The voice was almost imploring now. Zen had gained the upper hand.

‘We’ll come to that in a minute,’ he said in a slightly condescending tone. ‘First, I’d like to discuss something else. We’ve talked about your son, Don Gaspare. What about my daughter?’

‘I already told you that that had nothing to do with us. We had no interest in killing that judge. I was informed that the DIA had closed the case, having accepted our declaration that the body on the train was not Tonino. It was, of course, but we prefer to settle our accounts in our way and in our own good time, without interference from the authorities. Anyway, they believed us. Why should we bother killing a judge who had been taken off a case which was no longer active?’

‘Nunziatella must have had other active cases, perhaps involving other clans. Maybe one of them killed her.’

‘No!’

‘How can you be sure?’

‘You don’t understand!’

The words were like another fist in the face.

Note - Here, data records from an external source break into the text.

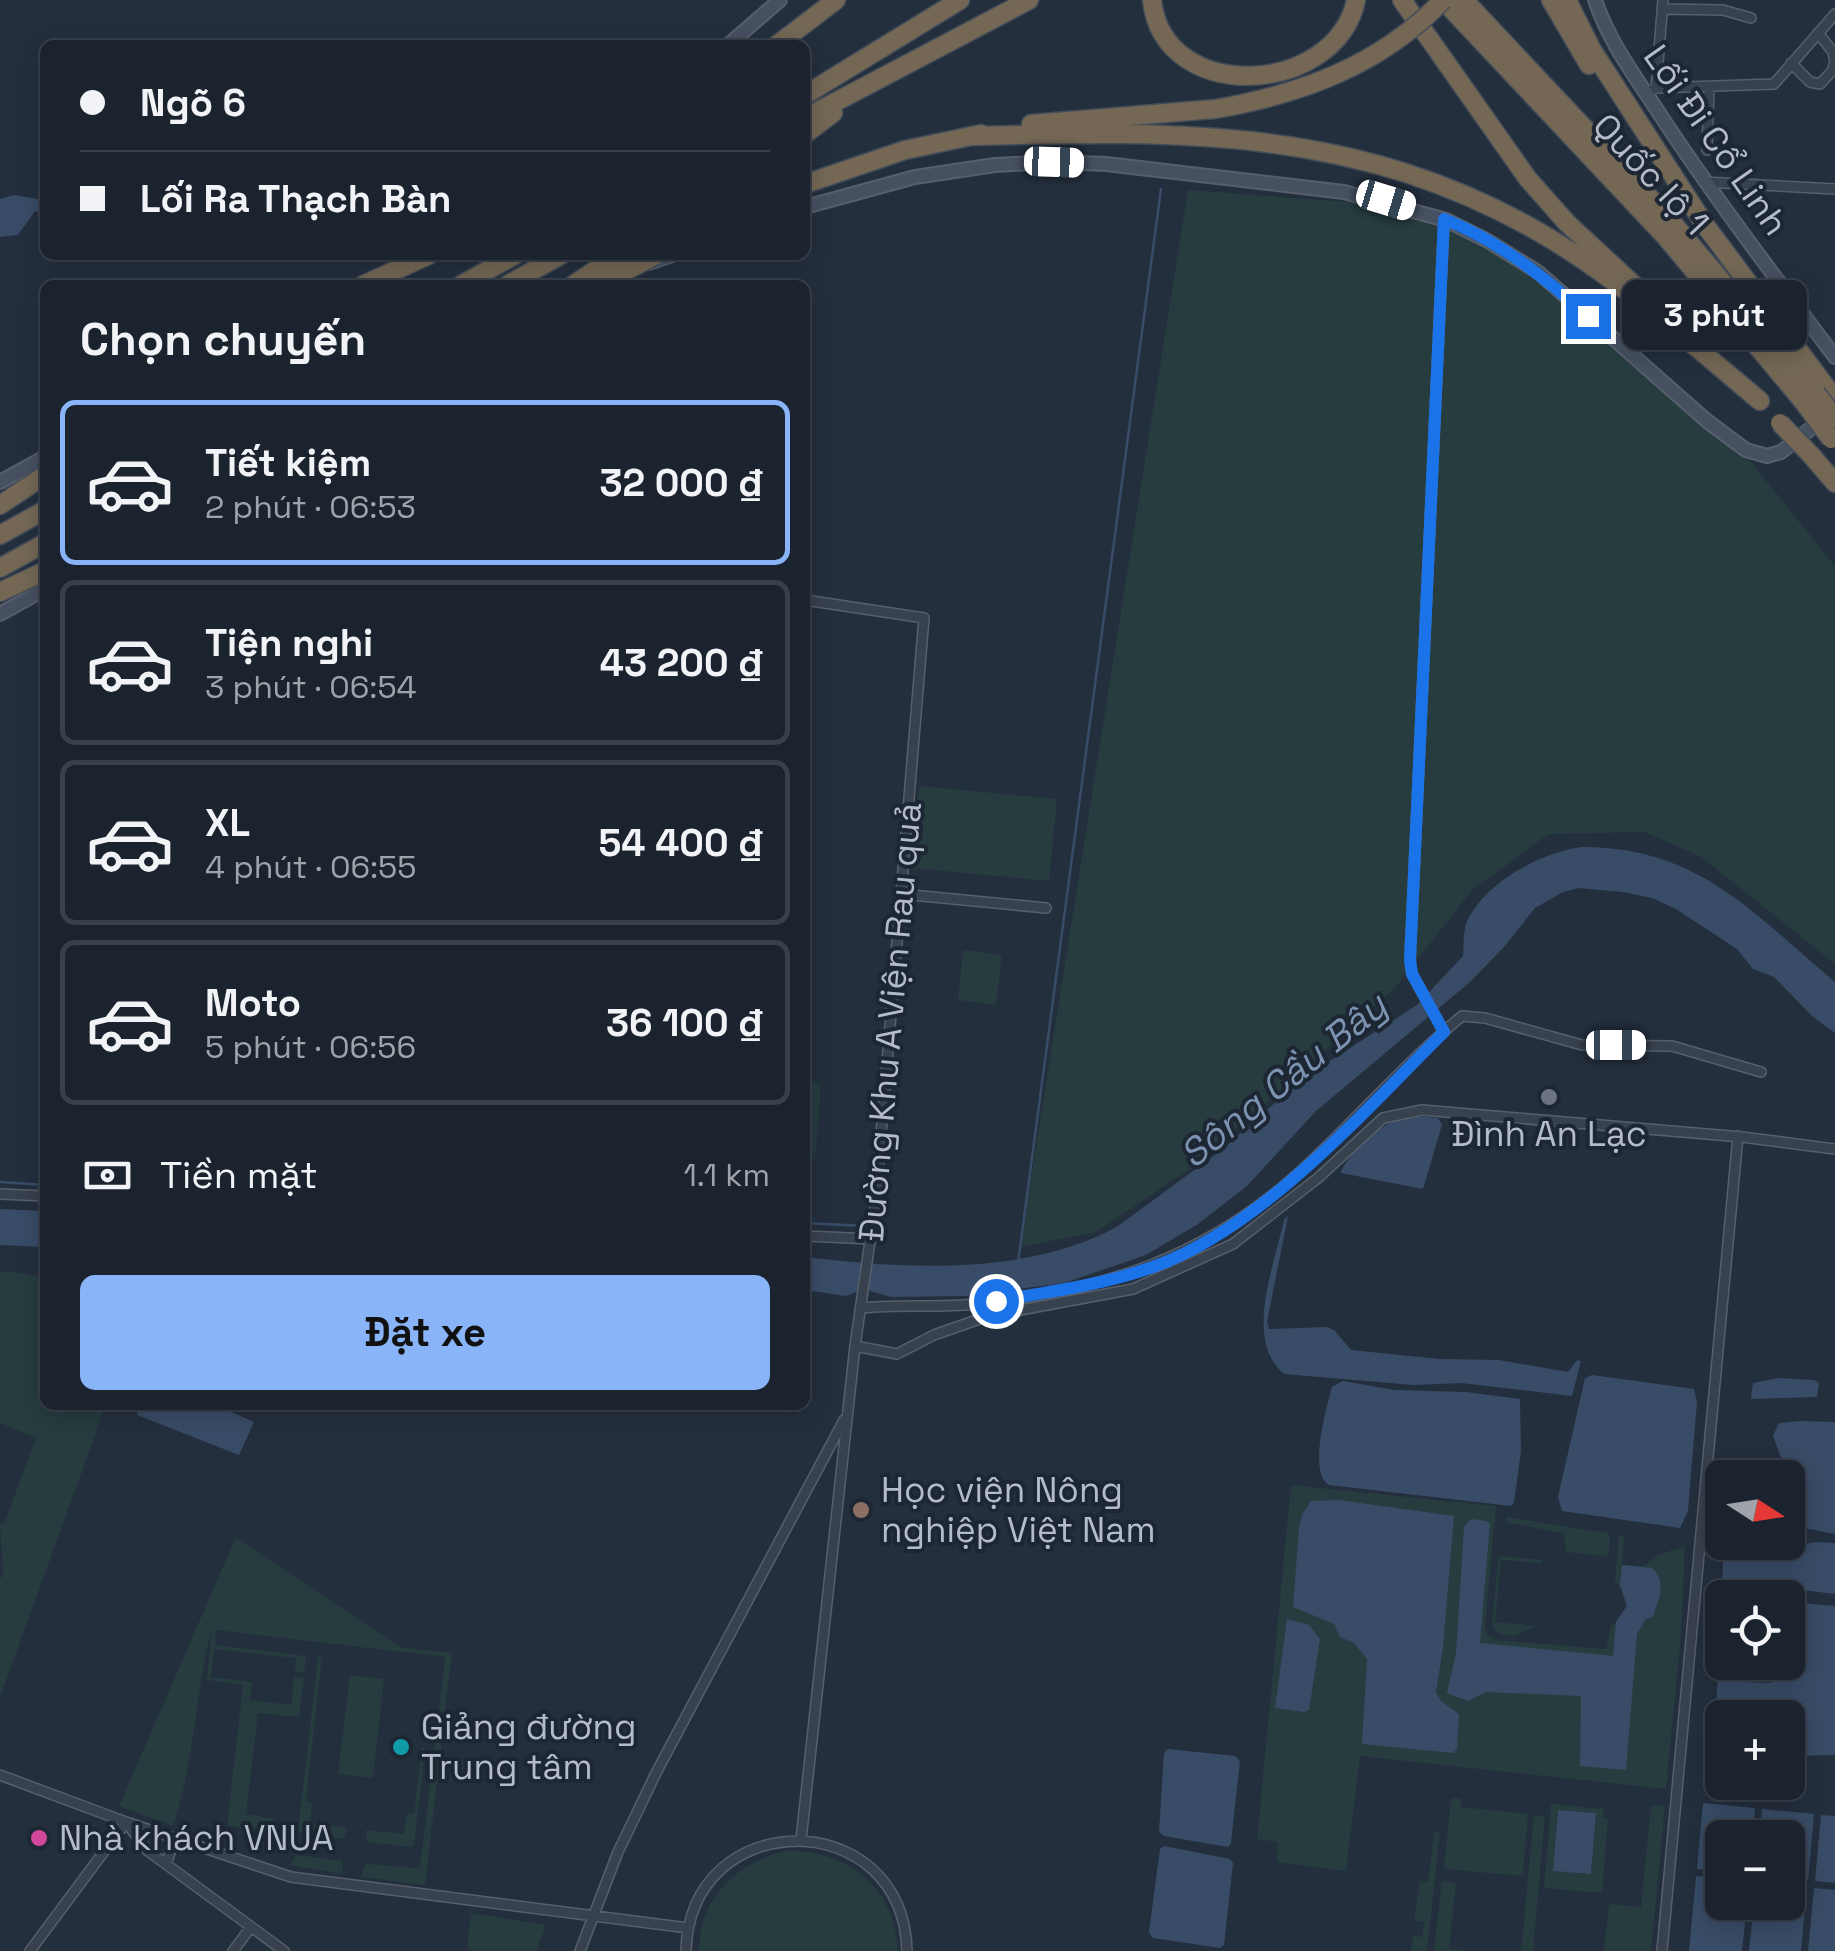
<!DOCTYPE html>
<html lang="vi">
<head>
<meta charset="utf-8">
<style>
  body { margin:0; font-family:"Space Grotesk",sans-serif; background:#282f3a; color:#f1f3f6; height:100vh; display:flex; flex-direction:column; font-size:38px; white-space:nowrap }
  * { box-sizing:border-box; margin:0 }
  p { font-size:32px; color:#a0a4aa }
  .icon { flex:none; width:55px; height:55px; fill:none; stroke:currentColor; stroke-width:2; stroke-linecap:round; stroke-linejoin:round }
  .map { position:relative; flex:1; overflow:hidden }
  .sheet { position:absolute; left:40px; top:280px; width:770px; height:1130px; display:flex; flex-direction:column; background:#1b232e; border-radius:15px; box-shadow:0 5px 25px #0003,0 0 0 2px #39404a }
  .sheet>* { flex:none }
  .guide { position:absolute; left:40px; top:40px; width:770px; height:220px; border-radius:15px; box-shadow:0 5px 25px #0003,0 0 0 2px #39404a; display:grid; align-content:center; height:220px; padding:0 40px; background:#1b232e }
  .needle { width:65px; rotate:102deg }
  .controls { position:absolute; left:1705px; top:1460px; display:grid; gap:20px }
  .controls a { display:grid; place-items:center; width:100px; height:100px; border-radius:15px; background:#1b232e; box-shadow:0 5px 25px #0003,0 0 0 2px #39404a; font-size:50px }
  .end { position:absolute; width:45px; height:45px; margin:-22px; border:12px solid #1a73e8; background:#fff; box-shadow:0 0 0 5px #fff }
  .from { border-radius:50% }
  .bubble { position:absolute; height:70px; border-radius:15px; background:#1b232e; box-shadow:0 5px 25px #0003,0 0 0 2px #39404a; font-size:32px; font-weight:800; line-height:70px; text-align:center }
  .car { position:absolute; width:30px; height:60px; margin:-30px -15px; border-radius:12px; box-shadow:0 0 8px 2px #0007; background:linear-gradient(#fff 24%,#345 0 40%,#fff 0 76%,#345 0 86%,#fff 0) }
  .guide b { display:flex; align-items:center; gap:35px; height:95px; font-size:38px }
  .guide b+b { border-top:2px solid #39404a }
  .guide i { width:25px; height:25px; background:#f1f3f6 }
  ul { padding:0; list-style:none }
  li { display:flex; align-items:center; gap:30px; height:165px; margin:0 20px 15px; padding:0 20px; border:5px solid #39404a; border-radius:15px }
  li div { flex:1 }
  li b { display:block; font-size:38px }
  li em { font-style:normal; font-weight:800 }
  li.active { border-color:#8ab4f8 }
  li>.icon { width:90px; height:90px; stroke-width:1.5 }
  h2 { padding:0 40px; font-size:45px; line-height:120px }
  .pay { display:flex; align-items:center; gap:25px; height:110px; padding:0 40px; font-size:38px }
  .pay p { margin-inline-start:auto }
  .cta { display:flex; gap:20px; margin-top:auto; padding:20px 40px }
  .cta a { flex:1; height:115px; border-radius:15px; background:#8ab4f8; color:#111; font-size:40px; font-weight:800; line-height:115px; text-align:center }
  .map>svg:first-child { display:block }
  .green { fill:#263c3f; fill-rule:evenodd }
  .water { fill:#394c67 }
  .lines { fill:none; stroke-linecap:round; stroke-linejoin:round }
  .stream { stroke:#394c67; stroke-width:2.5 }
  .minor-casing { stroke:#565f6c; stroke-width:12 }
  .secondary-casing { stroke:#565f6c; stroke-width:16 }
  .motorway-casing { stroke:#434c59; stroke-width:21 }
  .minor { stroke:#38414e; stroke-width:9 }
  .secondary { stroke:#465061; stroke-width:12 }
  .motorway { stroke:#746855; stroke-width:18 }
  .motorway-bridge-casing { stroke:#434c59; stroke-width:21; stroke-linecap:butt }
  .motorway-bridge { stroke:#746855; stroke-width:18 }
  .route { stroke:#1a73e8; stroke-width:12 }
  .worship-dot { fill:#6b7280; stroke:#1d2633; stroke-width:4 }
  .education-dot { fill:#8d6e63; stroke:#1d2633; stroke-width:4 }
  .culture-dot { fill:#0f9aa8; stroke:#1d2633; stroke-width:4 }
  .hotel-dot { fill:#d1479c; stroke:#1d2633; stroke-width:4 }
  .labels { text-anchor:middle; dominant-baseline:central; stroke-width:8; stroke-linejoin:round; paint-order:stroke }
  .street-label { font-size:35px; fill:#b4bcc9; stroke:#1d2633 }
  .poi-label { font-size:35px; fill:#b4bcc9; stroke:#1d2633; text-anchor:start }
  .water-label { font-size:38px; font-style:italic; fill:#7c92b1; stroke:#1d2633 }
</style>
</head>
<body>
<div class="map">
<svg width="1835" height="1951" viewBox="0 0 1835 1951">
  <rect width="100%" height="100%" fill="#242f3e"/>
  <path class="green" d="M1188,190L1388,205L1478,237L1533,277L1751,462L1835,566V964L1701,857L1645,832L1549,834L1473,889L1395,988L1200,1162L1096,1232L1020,1247Z
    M919,786L1057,799L1049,881L912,868Z
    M963,950L1002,955L996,1005L958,1000Z
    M805,1081L821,1083L816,1151L806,1161Z
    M0,1271L45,1276V1405H106L0,1697V1579L3,1575L0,1523L4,1524L36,1438L0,1423Z
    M1291,1485L1496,1506L1485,1626L1488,1635L1496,1640L1606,1649L1611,1626C1630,1612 1630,1598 1615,1581L1619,1535L1624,1536L1622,1565L1644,1566L1658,1555L1685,1546L1681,1634L1666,1789L1360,1756L1346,1871L1277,1862L1278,1842L1257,1839Z
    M1506,1517L1607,1533L1610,1537L1609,1552L1605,1556L1566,1552L1564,1533L1507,1523Z
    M236,1537L400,1647L452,1653L425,1885L361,1877L366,1864L420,1868L445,1657L216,1630L215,1645L306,1656L304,1673L295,1672L296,1658L214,1649L211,1677L252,1682L250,1700L291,1705L294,1677L304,1678L299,1717L258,1713L246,1814L274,1819L275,1831L227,1826L243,1685L207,1680L212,1627C195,1693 195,1761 173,1826L119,1806Z
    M1501,1556L1542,1560V1563L1501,1560L1495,1622L1536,1626L1515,1636L1499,1634L1492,1626L1498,1559Z
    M318,1657H322L306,1801L312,1803L310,1823L348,1828L343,1839L298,1832Z
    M350,1675L384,1679L373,1778L338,1774Z
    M422,1748H425L414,1845L410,1847L367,1842L366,1830L404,1834L407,1814H414Z
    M1451,1798L1461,1799V1807L1528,1814L1523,1876L1444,1869Z
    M1551,1804L1604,1809L1603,1818L1608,1819L1602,1893L1544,1888ZM1558,1810L1596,1813L1591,1874L1553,1871Z
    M1651,1805L1665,1806L1651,1951H1604L1609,1904L1641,1907Z
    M1534,1815L1545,1816L1533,1951H1521Z
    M1434,1832L1440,1833L1427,1951H1411L1413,1936L1422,1937L1424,1922L1414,1921L1420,1881L1428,1882Z
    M786,1851C847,1849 896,1888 898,1951H699C699,1898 737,1862 786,1851Z
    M296,1855L342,1861L343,1874L290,1865Z
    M1442,1881L1456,1883L1449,1949L1466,1951H1434Z
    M471,1913L545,1925L537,1951H472L467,1948Z"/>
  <path class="water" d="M14,195L42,200L45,215L35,211L18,235L0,237V199Z
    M1582,847C1698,847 1752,912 1835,982V1033L1812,1016L1774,977L1753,969L1737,949L1676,909L1652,898L1623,892L1578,888L1563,892L1535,908L1504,947L1470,982L1316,1111L1247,1186L1198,1224L1146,1255L1064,1283L964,1296L891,1297L863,1289L846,1296L805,1290V1257C904,1269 1029,1276 1118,1226L1223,1149L1302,1079L1417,1005L1463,956C1464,945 1463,934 1466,924C1482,884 1541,852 1582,847Z
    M1426,1117L1438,1118L1442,1125L1423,1189L1341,1173C1345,1157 1376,1129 1393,1121C1403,1117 1415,1117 1426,1117Z
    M0,1209L45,1211V1247L0,1245Z
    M1288,1216L1267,1322L1269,1329L1327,1327L1335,1331L1351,1350L1439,1359L1499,1360L1568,1372L1577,1360L1581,1361L1572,1396L1462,1383L1414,1385L1284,1374C1243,1340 1275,1264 1284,1220Z
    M1592,1375L1694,1389L1697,1402L1688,1511L1680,1528L1562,1511L1558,1497L1585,1378Z
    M1779,1378L1814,1380L1819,1383L1817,1397L1751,1399L1753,1383Z
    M1343,1381L1394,1390L1466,1392L1520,1399L1521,1451L1514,1502L1511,1506L1329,1485C1308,1473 1326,1409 1332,1387Z
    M140,1405H215L254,1422L239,1455L137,1415Z
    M1801,1421L1835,1422V1534L1788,1525V1478L1768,1477L1782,1460L1773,1436L1779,1423Z
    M1339,1500L1454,1516L1443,1647L1436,1692L1441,1701L1459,1714L1457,1749L1453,1753L1362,1744L1367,1659L1354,1643L1340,1637L1334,1624L1293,1607L1299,1527L1302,1515L1311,1501Z
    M1471,1519L1487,1521L1490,1524L1480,1643L1613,1656L1616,1622L1627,1606L1620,1585L1622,1565L1652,1568C1667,1582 1659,1599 1653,1616L1645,1620L1637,1634L1626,1770L1580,1766L1581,1696L1486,1692L1468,1701L1447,1693L1456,1653L1464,1527Z
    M1816,1542L1835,1543V1594L1746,1583L1739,1597L1722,1598V1629L1720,1624L1724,1543H1742L1745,1556L1764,1553L1796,1555L1801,1545Z
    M1800,1603L1835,1606V1755L1794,1756L1790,1759L1788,1780V1718H1722V1782L1787,1783L1779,1797L1773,1798L1706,1791L1711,1772L1720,1651L1722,1649V1662L1741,1663L1745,1682L1771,1683L1774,1663L1788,1662V1614Z
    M1287,1619L1309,1625L1320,1639L1309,1710L1304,1712L1275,1708Z
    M1168,1749L1235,1756L1240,1761L1231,1843L1228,1847L1164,1836L1159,1832L1164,1753Z
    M1703,1803L1755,1808L1752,1837L1722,1838V1872L1697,1869Z
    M1762,1809L1814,1814L1808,1880L1788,1878V1838L1760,1837Z
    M1558,1810L1596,1813L1591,1874L1553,1871Z
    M1821,1815L1835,1816V1883L1815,1881Z
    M1164,1846L1230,1859L1233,1863L1224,1945L1220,1948L1153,1938L1149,1932L1160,1849Z
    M1696,1876L1722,1878V1902L1747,1903L1742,1951H1689Z
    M1788,1885L1807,1887L1801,1951H1749L1754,1903L1788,1902Z
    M1814,1888L1835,1890V1951H1808Z"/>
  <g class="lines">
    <path class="stream" d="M0,1182L45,1185
      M805,1223L865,1226
      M1018,1263L1161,189"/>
    <defs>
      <path id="minor" d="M1663,9L1723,10L1751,18
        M1818,33L1833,52L1835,62
        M1791,63L1810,82L1820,84L1832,71L1835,62
        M1656,88L1663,0
        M1646,93L1656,88L1774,84L1835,14
        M1707,150L1709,87
        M1704,182L1835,189
        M1444,219L1410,960L1412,974L1444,1032
        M901,894L1046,908
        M0,1194L45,1196
        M805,1236L872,1239
        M862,1308C901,1304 939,1308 977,1304C1104,1291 1207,1257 1302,1170C1356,1120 1405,1063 1462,1016L1485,1018L1582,1045L1672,1046L1761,1072
        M855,1346L897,1354L934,1335L988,1316L1133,1289L1233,1244L1318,1178L1383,1118L1422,1110L1742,1137L1835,1149
        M0,1775L126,1822L148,1851L284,1951
        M801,1840L855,1346L875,1206L924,618L805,600
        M166,1864L175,1839
        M30,1951L126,1822L291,1877L688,1928
        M233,1951L251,1927
        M580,1951L618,1852L657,1771L844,1420
        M686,1951C690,1805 903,1804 907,1951
        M1662,1951L1738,1136"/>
      <path id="secondary" d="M1595,0C1609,42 1635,76 1659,113C1714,197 1775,277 1835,357
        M728,45L780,0
        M805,207L915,177L995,165L1053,162L1106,164L1344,192L1446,220L1488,241L1538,272L1707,421L1746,450L1767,456L1781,452L1824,418
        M649,263L672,255
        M0,482L45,457
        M0,614L45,589"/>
      <path id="motorway" d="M1152,0C1163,106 1336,96 1356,0
        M1402,0L1528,179L1567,223L1634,285
        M1443,0L1665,236L1802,400
        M1464,0L1666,215L1816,393
        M1551,0L1589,65
        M1567,0L1592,50L1705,225L1835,399
        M777,45L836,0
        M805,95L960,0
        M805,118L1029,0
        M1031,124L1215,109
        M805,134L833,113
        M970,136C1178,131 1358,126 1544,235C1622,281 1691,343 1760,401
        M805,184L905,150L981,134
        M363,285L429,255
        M461,285L515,255
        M507,285L561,255
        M573,285L618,255
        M599,285L656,255
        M1811,455L1835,483
        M0,505L45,475
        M0,535L45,510
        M0,568L45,543
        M0,592L45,571"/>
    </defs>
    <use href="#minor" class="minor-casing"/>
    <use href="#secondary" class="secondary-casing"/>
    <use href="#motorway" class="motorway-casing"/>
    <use href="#minor" class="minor"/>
    <use href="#secondary" class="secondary"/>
    <use href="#motorway" class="motorway"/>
    <defs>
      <path id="motorway-bridge" d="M1215,109C1302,94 1381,65 1443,0
        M1816,393L1835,418
        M1802,400L1831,439
        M1780,423L1811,455"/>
    </defs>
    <use href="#motorway-bridge" class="motorway-bridge-casing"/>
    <use href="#motorway-bridge" class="motorway-bridge"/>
  </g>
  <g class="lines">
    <path class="route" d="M996,1301C1049,1292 1102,1285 1153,1267C1262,1228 1363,1112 1444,1032L1412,974L1410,960L1444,219C1499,241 1544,277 1588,316"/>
  </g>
  <circle class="worship-dot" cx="1549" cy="1097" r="10"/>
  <circle class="education-dot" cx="861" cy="1510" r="10"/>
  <circle class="culture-dot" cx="401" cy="1747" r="10"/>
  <circle class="hotel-dot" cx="39" cy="1838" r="10"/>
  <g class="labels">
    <g class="street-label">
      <text transform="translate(1716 140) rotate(55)">Lối Đi Cổ Linh</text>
      <text transform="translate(1651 174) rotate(47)">Quốc lộ 1</text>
      <text transform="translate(890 1022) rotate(-85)">Đường Khu A Viện Rau quả</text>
    </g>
    <g class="poi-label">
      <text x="1549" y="1134" text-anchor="middle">Đình An Lạc</text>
      <text x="881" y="1490">Học viện Nông<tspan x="881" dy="40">nghiệp Việt Nam</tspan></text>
      <text x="421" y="1727">Giảng đường<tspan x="421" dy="40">Trung tâm</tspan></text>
      <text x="59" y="1838">Nhà khách VNUA</text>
    </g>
    <g class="water-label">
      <text transform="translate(1283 1080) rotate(-39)">Sông Cầu Bây</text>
    </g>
  </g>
</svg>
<div class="controls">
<a><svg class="needle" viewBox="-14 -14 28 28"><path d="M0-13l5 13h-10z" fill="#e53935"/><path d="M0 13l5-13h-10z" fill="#a0a4aa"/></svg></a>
<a><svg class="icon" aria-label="locate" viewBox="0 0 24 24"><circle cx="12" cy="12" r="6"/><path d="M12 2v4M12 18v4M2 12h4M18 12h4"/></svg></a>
<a>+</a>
<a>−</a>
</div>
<i class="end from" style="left:996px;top:1301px"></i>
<i class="end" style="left:1588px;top:316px"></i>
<div class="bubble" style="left:1622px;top:280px;width:185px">3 phút</div>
<i class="car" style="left:1054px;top:162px;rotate:92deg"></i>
<i class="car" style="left:1386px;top:200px;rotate:107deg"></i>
<i class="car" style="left:1616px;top:1045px;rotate:90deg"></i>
<div class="guide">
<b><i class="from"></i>Ngõ 6</b>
<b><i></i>Lối Ra Thạch Bàn</b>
</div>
<section class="sheet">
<h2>Chọn chuyến</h2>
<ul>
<li class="active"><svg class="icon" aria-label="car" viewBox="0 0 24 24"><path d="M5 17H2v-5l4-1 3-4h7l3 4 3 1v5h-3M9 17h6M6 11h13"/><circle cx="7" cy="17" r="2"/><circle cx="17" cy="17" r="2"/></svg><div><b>Tiết kiệm</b><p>2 phút · 06:53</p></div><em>32 000 ₫</em></li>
<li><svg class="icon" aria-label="car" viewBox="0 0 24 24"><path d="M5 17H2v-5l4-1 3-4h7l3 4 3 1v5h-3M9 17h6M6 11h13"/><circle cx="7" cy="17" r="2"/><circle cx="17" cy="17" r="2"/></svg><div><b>Tiện nghi</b><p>3 phút · 06:54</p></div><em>43 200 ₫</em></li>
<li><svg class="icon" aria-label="car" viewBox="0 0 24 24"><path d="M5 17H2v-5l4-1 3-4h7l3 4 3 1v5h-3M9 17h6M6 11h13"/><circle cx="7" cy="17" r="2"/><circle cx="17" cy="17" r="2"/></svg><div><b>XL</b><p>4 phút · 06:55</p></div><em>54 400 ₫</em></li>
<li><svg class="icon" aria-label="car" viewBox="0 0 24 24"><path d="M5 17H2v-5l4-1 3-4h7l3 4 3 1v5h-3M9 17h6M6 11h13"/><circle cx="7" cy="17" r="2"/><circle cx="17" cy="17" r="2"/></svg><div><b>Moto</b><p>5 phút · 06:56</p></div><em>36 100 ₫</em></li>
</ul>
<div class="pay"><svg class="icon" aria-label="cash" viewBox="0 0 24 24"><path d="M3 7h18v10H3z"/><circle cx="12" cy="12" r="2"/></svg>Tiền mặt<p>1.1 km</p></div>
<div class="cta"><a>Đặt xe</a></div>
</section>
</div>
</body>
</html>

‘Nothing happens on my territory unless I have either ordered or connived at it, understand? I run Catania. The port, construction projects, kickbacks, protection rackets, hiring and firing, everything! And most certainly any killings that occur. I wouldn’t be who I am if I didn’t. And I’m telling you that neither I nor any of my friends had anything whatsoever to do with the murder of that judge.’

‘You used to run Catania,’ Zen said quietly.

An enormous silence.

‘Maybe I’ll have Rosario cut your throat,’ hissed the other man. ‘If only to show that I still have some fucking say about what goes on around here!’

‘Of course you do, Don Gaspare,’ Zen replied soothingly. ‘But killing me wouldn’t prove that. Just the opposite, in fact. I’m just a common policeman, not even a DIA operative. You would actually lose respect by killing someone like me. It would be like mugging an old lady.’